The window displays of the ghetto’s restaurants would constantly attract hungry people who were left with nothing else but watching others eating. Stanisław Różycki, for example, wrote: “A swarm of beggars is lounging around at the gates of these Eldorados, licking their lips with their faces against the window display, waiting for the <<new lords>> to come out after dining, execrates and curses, begs and imposes itself. And they, gobbled, satisfied and amused, benefit fully from life, that is – goose meat, beefsteaks, omelettes, fish, wine, salads, cognac, cakes, and fruits.” Stanisław Różycki, “Opracowanie pt. Ulica” [“Elaboration entitled ‘The Street’”], in: “The Underground Archive of the Warsaw Ghetto”, vol. 5, Warsaw 2001, p. 48).
The picture depicted by Różycki was also solidified to a certain extent in the form of propaganda scenes of a film which the Germans made in the ghetto. The actors were usually randomly chosen people, caught in the middle of the street and forced to take part in this gruesome undertaking. Samuel Puterman recalled it in his diary: “The guests were supposed to eat a lot, voraciously, and wash down the food with alcohol. They were filming waiters, bustling around the tables, laden with trays, on which gourmet delicacies were piled up. […] They photographed the general view of the crowded room, single ladies who were ordered to lift up their dresses high, […] Jews eating sardines from the can with their fingers, Jews playing under the table with the bare calves of the female companions of the libation, Jews throwing half-eaten goose quarters under the table.
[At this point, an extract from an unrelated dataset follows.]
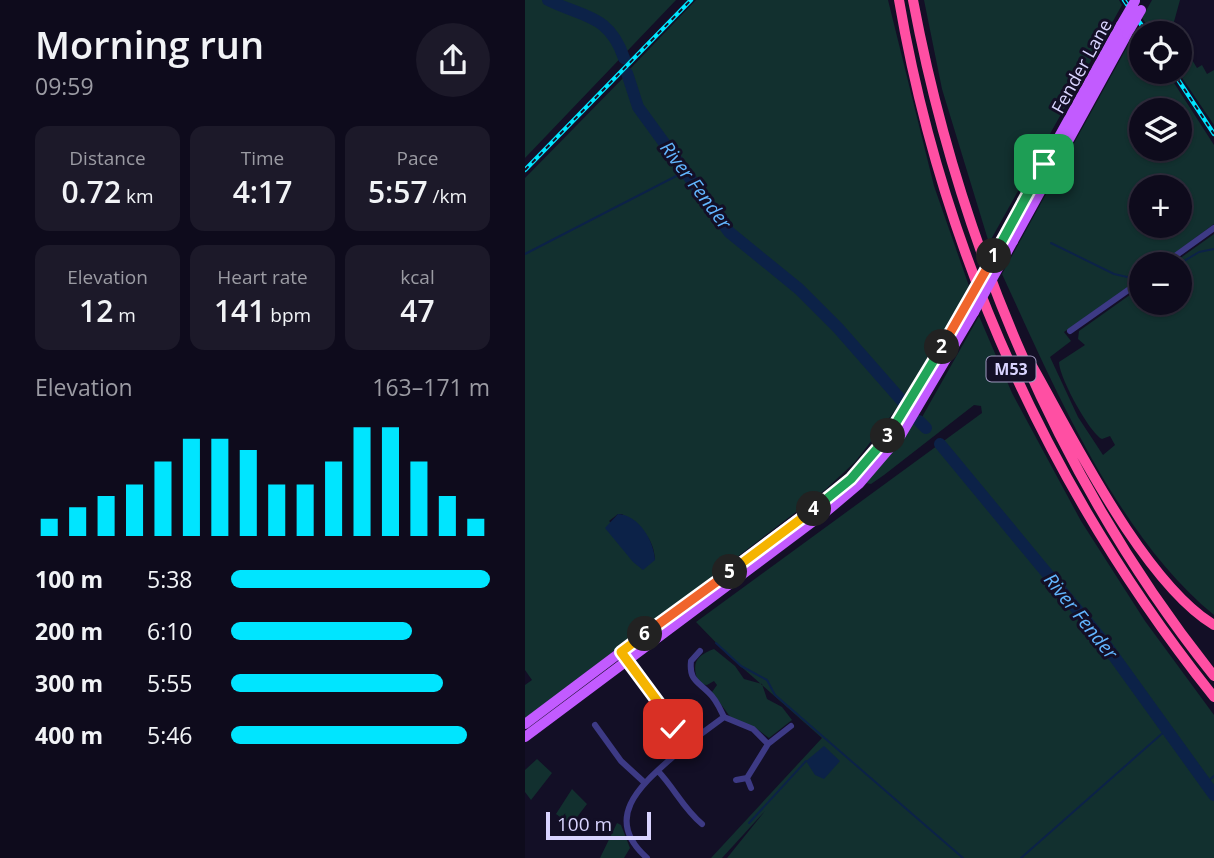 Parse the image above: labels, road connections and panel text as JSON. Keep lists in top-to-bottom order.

The film reel did not show fainting women and the black and blue faces of people hit with a whip.” Samuel Puterman, “The Diary”, Jewish Historical Institute (ŻIH) Archive, file reference no. 302/27, p. 68.).
Agnieszka Witkowska-Krych – cultural anthropologist, Hebraist, sociologist, in recent years curator at the Museum of Warsaw, researcher of Janusz Korczak’s life and legacy. She cooperates with the Forum for Dialogue Foundation and the Centre for Yiddish Culture. She is the authoress of texts on “the final matters” – the final journey of Korczak and his charges, the final performance given by the wards of the Jewish Orphanage, and the final notes in Korczak’s Diary.